SmartLab

Why arguing about money makes no cents

Written by Charles Haine | 10/13/2016



There’s an old saying about arguments that if you are in one, you’ve already lost. By the time tempers are flared and positions are chosen, both sides tend to dig in, and it’s too late to find any meaningful compromise.

This is especially true if you are arguing about money; not only are you you too late to find compromise, if you are arguing about money you’re too late in the process to be disagreeing.

Not that the relationship/business is impossible to save if you are arguing about money, but you need to back up to earlier in the chain of decision making that happens around money. The actual spending of the money is the end of the process, and if you are arguing then, it is usually not about the money at all, it’s a sign of a  conflict earlier on. Get together on your priorities, and you’ll argue about money less, if at all.

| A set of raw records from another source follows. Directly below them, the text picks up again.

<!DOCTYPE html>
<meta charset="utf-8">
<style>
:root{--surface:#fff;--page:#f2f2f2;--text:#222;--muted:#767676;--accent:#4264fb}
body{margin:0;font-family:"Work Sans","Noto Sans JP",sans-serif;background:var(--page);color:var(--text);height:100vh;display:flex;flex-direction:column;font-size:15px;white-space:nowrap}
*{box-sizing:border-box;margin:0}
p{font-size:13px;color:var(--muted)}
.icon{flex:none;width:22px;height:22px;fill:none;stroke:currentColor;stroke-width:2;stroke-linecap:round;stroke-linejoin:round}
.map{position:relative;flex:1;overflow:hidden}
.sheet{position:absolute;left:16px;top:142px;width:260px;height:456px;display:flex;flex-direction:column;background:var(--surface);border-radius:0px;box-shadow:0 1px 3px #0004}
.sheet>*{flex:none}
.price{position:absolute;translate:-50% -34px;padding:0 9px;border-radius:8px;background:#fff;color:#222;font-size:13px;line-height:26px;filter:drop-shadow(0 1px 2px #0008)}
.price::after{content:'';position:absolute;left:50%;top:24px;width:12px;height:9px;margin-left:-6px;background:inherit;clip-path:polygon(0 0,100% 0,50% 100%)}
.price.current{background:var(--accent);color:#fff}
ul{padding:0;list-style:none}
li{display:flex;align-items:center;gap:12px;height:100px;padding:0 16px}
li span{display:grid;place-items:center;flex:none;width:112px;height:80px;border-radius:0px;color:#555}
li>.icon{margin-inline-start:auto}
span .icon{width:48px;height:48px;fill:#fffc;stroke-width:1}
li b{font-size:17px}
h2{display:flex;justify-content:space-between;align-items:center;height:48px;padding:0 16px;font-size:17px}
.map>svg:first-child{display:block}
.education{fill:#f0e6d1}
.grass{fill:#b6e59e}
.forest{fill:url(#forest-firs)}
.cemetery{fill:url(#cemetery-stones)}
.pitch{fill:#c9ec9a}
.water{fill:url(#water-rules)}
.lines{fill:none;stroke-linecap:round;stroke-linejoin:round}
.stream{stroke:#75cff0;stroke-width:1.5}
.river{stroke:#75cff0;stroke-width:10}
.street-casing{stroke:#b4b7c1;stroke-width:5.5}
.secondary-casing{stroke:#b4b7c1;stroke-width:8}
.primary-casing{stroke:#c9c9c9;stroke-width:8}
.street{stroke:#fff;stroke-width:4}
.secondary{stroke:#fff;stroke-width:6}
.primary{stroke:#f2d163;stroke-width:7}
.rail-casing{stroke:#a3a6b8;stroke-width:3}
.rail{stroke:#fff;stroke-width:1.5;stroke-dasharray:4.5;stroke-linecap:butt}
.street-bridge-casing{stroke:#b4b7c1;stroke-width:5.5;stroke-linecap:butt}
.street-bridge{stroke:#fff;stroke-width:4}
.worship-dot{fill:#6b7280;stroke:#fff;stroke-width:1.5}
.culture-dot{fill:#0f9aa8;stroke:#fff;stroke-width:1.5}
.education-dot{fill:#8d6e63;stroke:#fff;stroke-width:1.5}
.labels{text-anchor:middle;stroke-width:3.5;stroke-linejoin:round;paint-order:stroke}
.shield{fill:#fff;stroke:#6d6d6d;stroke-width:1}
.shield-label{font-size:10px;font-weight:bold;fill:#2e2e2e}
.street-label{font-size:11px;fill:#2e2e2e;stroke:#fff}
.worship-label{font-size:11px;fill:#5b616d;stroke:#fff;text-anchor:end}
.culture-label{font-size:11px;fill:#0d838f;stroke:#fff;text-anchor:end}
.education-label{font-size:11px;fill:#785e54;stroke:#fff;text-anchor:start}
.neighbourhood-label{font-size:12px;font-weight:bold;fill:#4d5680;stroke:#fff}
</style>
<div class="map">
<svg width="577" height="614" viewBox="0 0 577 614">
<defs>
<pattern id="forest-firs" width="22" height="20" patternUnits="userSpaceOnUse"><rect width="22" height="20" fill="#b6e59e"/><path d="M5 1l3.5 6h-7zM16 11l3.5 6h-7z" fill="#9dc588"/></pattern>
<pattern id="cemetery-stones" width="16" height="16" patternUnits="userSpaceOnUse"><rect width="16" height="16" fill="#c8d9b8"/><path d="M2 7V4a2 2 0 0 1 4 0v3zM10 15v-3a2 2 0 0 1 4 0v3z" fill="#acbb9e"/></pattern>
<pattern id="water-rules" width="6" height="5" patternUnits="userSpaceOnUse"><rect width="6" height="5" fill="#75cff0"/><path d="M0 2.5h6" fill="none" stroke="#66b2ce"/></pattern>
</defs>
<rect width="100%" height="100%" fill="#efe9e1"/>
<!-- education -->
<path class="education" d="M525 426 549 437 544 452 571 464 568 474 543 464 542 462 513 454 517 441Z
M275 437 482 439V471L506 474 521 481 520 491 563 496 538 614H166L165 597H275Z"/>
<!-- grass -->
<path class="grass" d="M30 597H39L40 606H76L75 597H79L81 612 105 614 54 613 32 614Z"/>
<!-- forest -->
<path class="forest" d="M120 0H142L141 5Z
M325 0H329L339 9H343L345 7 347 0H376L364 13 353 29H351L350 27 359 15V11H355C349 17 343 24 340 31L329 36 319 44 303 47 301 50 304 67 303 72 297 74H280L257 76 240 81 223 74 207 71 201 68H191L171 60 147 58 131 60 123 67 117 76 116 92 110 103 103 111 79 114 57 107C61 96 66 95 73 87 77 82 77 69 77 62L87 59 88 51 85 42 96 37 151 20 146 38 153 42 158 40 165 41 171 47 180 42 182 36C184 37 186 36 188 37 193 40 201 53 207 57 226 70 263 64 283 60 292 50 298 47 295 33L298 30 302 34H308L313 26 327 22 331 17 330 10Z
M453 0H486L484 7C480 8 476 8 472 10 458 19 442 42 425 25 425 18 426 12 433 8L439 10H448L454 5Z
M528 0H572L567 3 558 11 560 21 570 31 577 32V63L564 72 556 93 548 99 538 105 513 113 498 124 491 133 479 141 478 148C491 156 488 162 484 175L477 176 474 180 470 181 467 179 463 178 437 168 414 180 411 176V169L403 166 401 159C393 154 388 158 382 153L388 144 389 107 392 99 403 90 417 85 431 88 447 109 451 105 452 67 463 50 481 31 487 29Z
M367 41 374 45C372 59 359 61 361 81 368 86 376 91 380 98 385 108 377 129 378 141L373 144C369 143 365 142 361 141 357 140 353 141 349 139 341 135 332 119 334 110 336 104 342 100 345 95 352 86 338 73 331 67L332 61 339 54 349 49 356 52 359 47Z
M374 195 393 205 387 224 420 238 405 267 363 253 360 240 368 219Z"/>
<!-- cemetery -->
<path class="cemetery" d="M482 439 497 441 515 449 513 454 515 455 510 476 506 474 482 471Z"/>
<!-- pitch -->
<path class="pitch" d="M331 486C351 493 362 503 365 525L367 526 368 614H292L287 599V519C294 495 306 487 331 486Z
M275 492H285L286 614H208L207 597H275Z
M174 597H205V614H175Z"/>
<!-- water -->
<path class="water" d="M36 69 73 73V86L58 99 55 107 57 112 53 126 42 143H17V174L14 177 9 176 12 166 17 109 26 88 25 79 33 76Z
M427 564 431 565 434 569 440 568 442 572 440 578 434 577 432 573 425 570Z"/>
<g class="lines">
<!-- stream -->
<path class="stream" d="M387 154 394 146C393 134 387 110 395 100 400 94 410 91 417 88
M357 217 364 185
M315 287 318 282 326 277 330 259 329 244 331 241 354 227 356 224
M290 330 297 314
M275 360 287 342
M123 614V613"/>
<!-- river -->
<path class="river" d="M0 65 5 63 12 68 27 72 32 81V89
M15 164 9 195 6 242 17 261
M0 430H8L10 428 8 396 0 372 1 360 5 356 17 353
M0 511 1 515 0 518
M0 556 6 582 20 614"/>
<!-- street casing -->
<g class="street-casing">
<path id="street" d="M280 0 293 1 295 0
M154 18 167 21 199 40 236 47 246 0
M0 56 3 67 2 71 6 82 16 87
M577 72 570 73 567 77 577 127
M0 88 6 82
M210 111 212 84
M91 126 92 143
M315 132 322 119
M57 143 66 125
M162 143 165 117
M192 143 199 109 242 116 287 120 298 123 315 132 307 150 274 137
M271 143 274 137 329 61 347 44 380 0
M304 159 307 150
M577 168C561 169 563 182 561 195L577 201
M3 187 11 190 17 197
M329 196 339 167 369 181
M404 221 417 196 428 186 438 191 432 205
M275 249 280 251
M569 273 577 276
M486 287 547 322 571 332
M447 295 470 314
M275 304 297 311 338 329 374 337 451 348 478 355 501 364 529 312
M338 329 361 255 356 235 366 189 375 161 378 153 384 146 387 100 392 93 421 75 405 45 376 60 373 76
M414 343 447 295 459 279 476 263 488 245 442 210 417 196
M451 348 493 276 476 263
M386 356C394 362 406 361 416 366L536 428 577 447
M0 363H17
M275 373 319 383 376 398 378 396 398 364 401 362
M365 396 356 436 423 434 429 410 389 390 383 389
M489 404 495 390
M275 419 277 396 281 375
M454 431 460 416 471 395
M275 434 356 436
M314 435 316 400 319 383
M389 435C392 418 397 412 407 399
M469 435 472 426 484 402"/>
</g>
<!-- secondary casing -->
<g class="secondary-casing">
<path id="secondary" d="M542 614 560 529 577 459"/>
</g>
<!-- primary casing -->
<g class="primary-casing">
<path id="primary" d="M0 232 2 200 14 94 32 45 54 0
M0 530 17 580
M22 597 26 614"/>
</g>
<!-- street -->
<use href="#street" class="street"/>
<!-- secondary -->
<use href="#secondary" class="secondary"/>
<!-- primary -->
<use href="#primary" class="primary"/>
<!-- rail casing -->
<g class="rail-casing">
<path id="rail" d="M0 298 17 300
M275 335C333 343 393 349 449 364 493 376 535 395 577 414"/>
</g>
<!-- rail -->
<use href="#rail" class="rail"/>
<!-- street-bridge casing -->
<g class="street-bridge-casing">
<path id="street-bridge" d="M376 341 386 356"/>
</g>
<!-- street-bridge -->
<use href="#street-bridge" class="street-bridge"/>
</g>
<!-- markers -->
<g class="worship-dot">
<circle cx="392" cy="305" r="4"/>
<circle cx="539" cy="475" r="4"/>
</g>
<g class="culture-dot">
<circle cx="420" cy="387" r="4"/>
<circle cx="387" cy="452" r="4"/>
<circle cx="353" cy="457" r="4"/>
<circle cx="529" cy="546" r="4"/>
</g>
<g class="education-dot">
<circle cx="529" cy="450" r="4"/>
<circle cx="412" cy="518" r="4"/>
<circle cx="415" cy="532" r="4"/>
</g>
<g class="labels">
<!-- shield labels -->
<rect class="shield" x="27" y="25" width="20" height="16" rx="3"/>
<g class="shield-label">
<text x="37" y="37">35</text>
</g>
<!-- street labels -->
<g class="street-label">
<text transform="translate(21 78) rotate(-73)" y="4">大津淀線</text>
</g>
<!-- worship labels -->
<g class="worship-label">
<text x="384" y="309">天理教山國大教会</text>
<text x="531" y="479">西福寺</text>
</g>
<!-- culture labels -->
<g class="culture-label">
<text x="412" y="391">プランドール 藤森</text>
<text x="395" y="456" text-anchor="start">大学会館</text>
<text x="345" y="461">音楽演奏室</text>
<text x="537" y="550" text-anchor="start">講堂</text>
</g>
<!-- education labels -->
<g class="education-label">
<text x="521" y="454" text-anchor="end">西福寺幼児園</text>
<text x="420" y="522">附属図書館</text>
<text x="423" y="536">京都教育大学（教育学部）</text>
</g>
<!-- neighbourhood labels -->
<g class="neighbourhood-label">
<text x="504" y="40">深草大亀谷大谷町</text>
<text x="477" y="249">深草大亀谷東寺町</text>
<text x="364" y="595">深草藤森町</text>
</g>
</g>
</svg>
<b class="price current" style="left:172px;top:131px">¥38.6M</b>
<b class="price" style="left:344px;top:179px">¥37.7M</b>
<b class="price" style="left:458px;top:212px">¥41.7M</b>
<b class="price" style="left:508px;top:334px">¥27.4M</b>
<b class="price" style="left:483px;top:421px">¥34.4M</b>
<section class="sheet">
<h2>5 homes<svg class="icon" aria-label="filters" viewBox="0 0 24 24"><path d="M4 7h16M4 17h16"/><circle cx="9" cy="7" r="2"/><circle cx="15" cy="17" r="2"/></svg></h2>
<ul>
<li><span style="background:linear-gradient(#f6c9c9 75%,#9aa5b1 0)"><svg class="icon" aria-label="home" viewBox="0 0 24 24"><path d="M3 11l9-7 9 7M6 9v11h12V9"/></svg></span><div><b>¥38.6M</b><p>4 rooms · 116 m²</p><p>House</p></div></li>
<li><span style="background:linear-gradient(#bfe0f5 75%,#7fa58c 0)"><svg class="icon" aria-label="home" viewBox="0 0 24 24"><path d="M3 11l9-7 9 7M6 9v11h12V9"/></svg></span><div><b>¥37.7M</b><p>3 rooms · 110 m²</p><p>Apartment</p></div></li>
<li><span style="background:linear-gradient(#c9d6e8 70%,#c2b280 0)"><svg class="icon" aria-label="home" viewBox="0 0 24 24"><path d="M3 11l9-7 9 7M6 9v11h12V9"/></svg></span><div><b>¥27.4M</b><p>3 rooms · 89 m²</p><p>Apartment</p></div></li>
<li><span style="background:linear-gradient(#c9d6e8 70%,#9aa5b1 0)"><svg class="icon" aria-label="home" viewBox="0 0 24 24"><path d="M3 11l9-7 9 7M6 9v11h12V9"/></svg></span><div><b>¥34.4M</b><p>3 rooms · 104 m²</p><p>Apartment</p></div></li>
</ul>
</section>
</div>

Arguments about money can be broadly be broken down to arguments about how it is earned, and how it is spent. If, deep down inside, you think that earning money matters more than anything else (within legal reason, of course), that’s OK. Many people would agree with you, but it’s important to understand that about yourself. If your business partner views earning differently, and doesn’t want to take gigs that conflict with other values (political, ethical, or even social) there will be arguments about money, but it’s not about the money, it’s about the values we hold around them. The decision to take or not take a client, to pursue one area of the industry versus another, these are personal choices.

You should sort them out before money is on the table. If there is a job in front of you that offers a lot of money, it comes with a distortion field that will affect how you think. Having previously agreed to how you make decisions will help you process them as more complex financial decisions arise in front of you. I think it’s healthy not just to talk about the values you want guiding your financial decisions, but to even write it down to go back to later. As simply as possible, what is your money policy?  One good question to start with is would you take work from someone you disagree with politically? But other good ones including “are there jobs that are too big for us to tackle, or can we staff up to handle anything that comes towards us?” “Are we willing to sacrifice short term work life balance for long term benefit?” Having real agreement on those issues will make it way less likely you’ll end up in a money argument about a specific incoming job. Based on your shared agreement, you’ll be able to make informed decisions on what to take or what to pass on.

Spending is the other area people tend to argue about, but again, disagreements of underlying philosophy not being talked out are usually the bigger problem. I know a few couples who never argue about money, and they all have a system for how it’s spent. In one case, one partner does all over the earning (in a salary job they have held for years, so no argument about what to earn), and the other partner has all the control over how it’s spent. Is this ideal for everyone? No, absolutely not, but it works for them because they both completely understand and agree with it. If partner one went out and spent $50,000 on a sports car, it would be breaking the rules they had agreed to together, and the fight wouldn’t be about the $50,000, it would be about the violation of trust, which is another matter altogether.

I know a lot of other happy couples who keep their finances completely separate, which is becoming increasingly popular as couples get married later and later. In these couples, one partner could happily impulse purchase a sports car, and as long as they still make the payments they agreed to (their half of the rent and other shared expenses), how they spend the rest of their money remains their business. It’s a different system, but it works as long as both halves agree to the system. The problems arise when one partner thinks they are in a “fully autonomous as long as we meet shared obligations” partnership and the other thinks they are in a “we make all big financial decisions together” partnership. That combination is headed for a lot of arguments about money.

The key is to have a system. Know who, how, and when money decisions are made. Are you weekly meeting types, going over the bills together one night a week? That works for some, but with paperless billing it’s less necessary than it used to be and might not work for you. If you have a system in which both partners are in agreement on how the money is actually spent, money arguments almost disappear.

Of course, if you can’t come to an agreement on the underlying philosophy of earning and spending, money isn’t the issue at all, and it’s unfair to put the blame on money for what is actually a bigger, more complicated set of relationship issues.